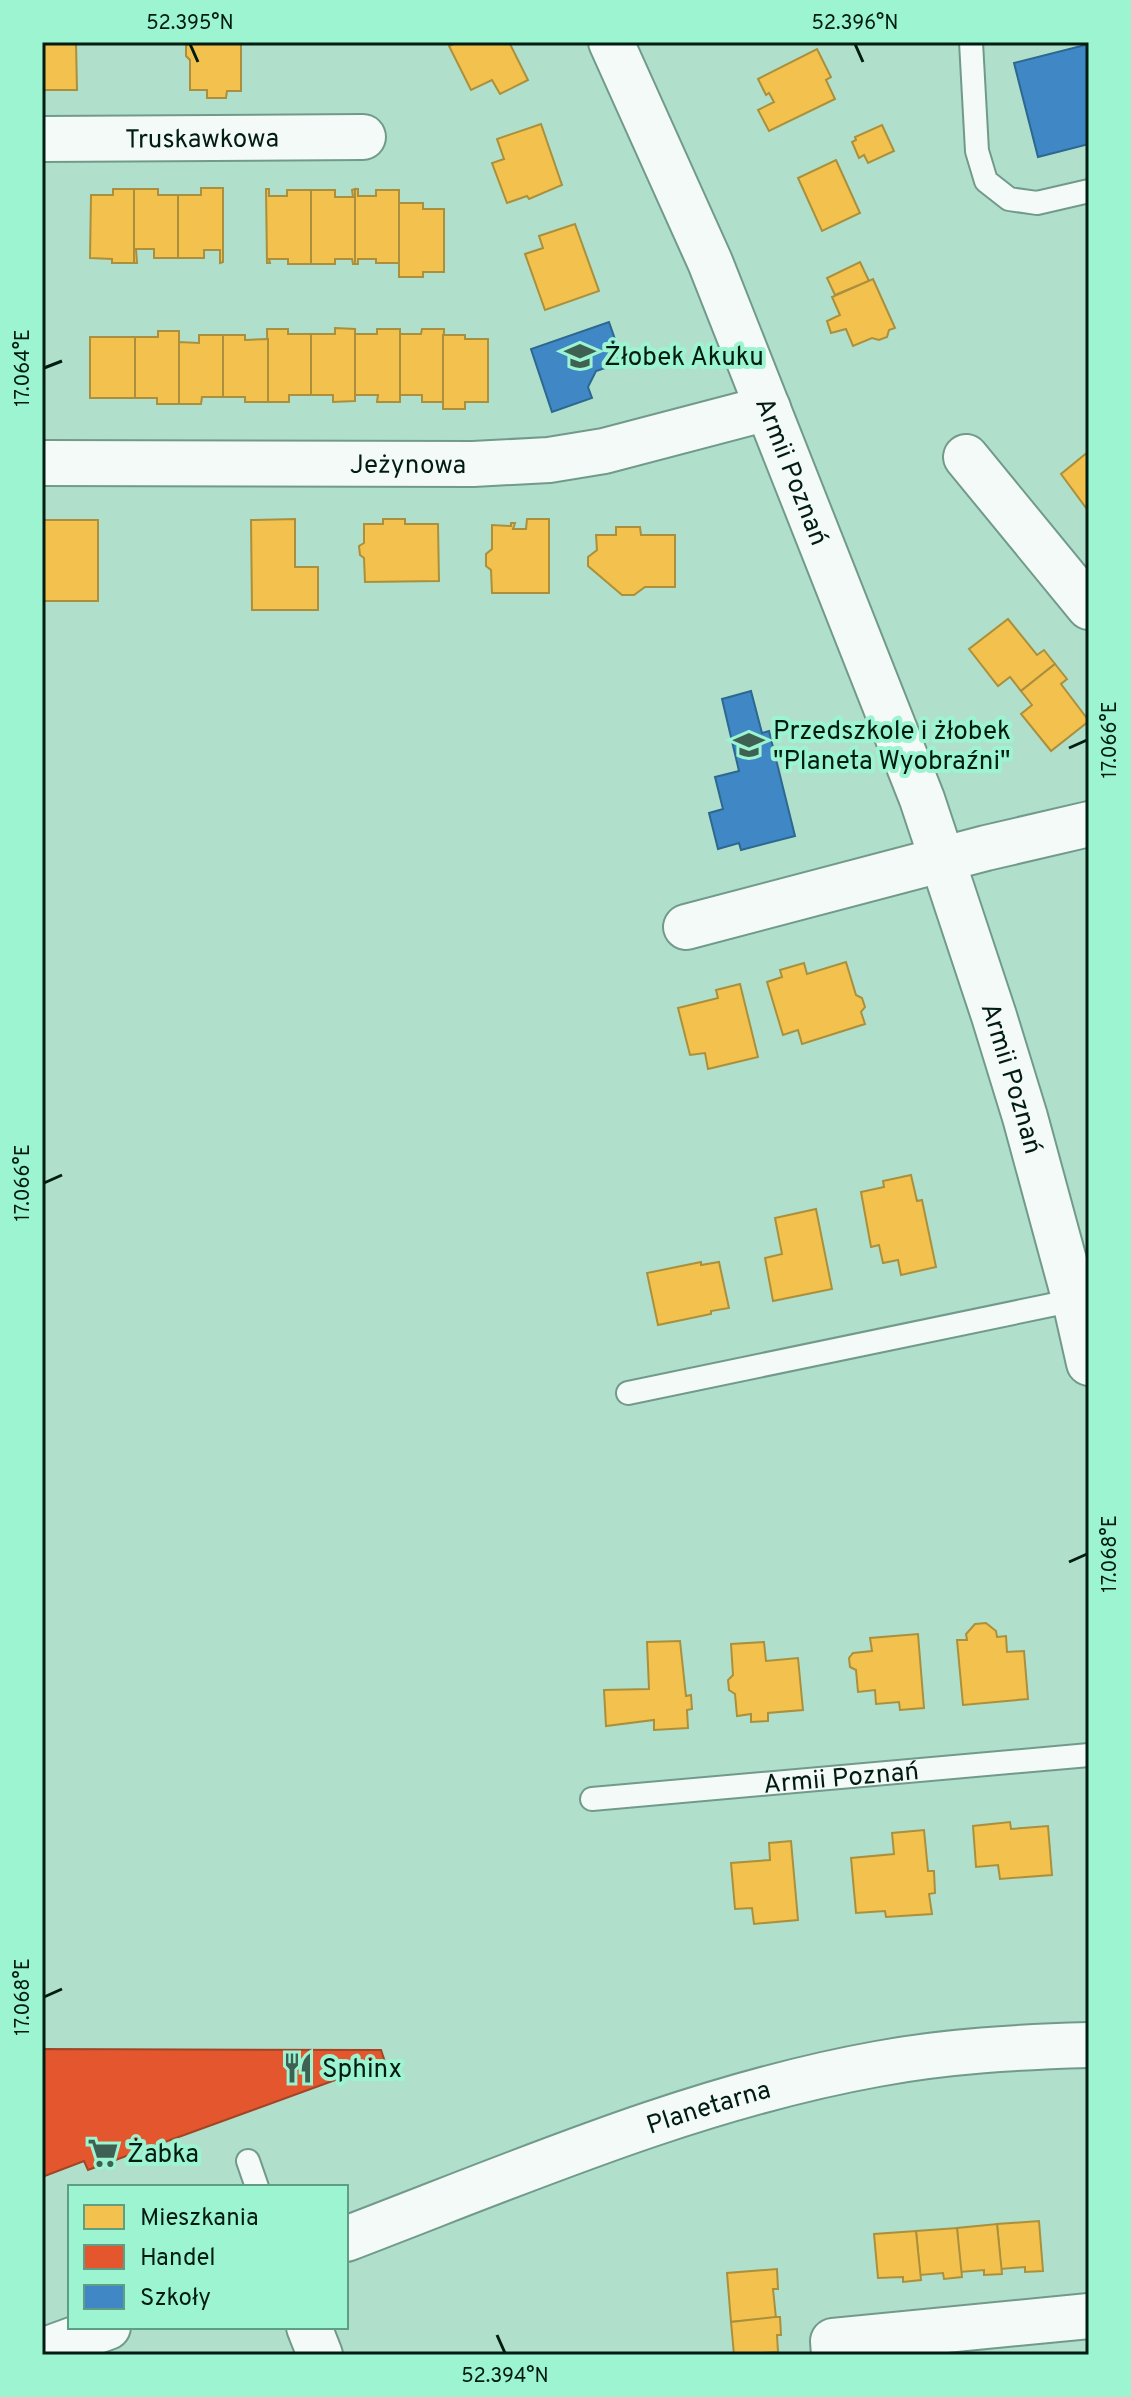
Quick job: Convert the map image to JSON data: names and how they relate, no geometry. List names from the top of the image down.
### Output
{
  "streets": {
    "street": [
      "Truskawkowa",
      "Jeżynowa",
      "Armii Poznań",
      "Planetarna"
    ]
  },
  "crossings": [
    ["Jeżynowa", "Armii Poznań"]
  ],
  "places": {
    "school or university": ["Żłobek Akuku", "Przedszkole i żłobek \"Planeta Wyobraźni\""],
    "restaurant": ["Sphinx"],
    "supermarket": ["Żabka"]
  },
  "legend": ["Mieszkania", "Handel", "Szkoły"],
  "coordinates": [
    "52.395°N",
    "52.396°N",
    "17.064°E",
    "17.066°E",
    "17.068°E",
    "52.394°N"
  ]
}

-*-*-

Task goal:
Give back the material above word for word; no picture belongs in it.

Exercise result:
Quick job: Convert the map image to JSON data: names and how they relate, no geometry. List names from the top of the image down.
### Output
{
  "streets": {
    "street": [
      "Truskawkowa",
      "Jeżynowa",
      "Armii Poznań",
      "Planetarna"
    ]
  },
  "crossings": [
    ["Jeżynowa", "Armii Poznań"]
  ],
  "places": {
    "school or university": ["Żłobek Akuku", "Przedszkole i żłobek \"Planeta Wyobraźni\""],
    "restaurant": ["Sphinx"],
    "supermarket": ["Żabka"]
  },
  "legend": ["Mieszkania", "Handel", "Szkoły"],
  "coordinates": [
    "52.395°N",
    "52.396°N",
    "17.064°E",
    "17.066°E",
    "17.068°E",
    "52.394°N"
  ]
}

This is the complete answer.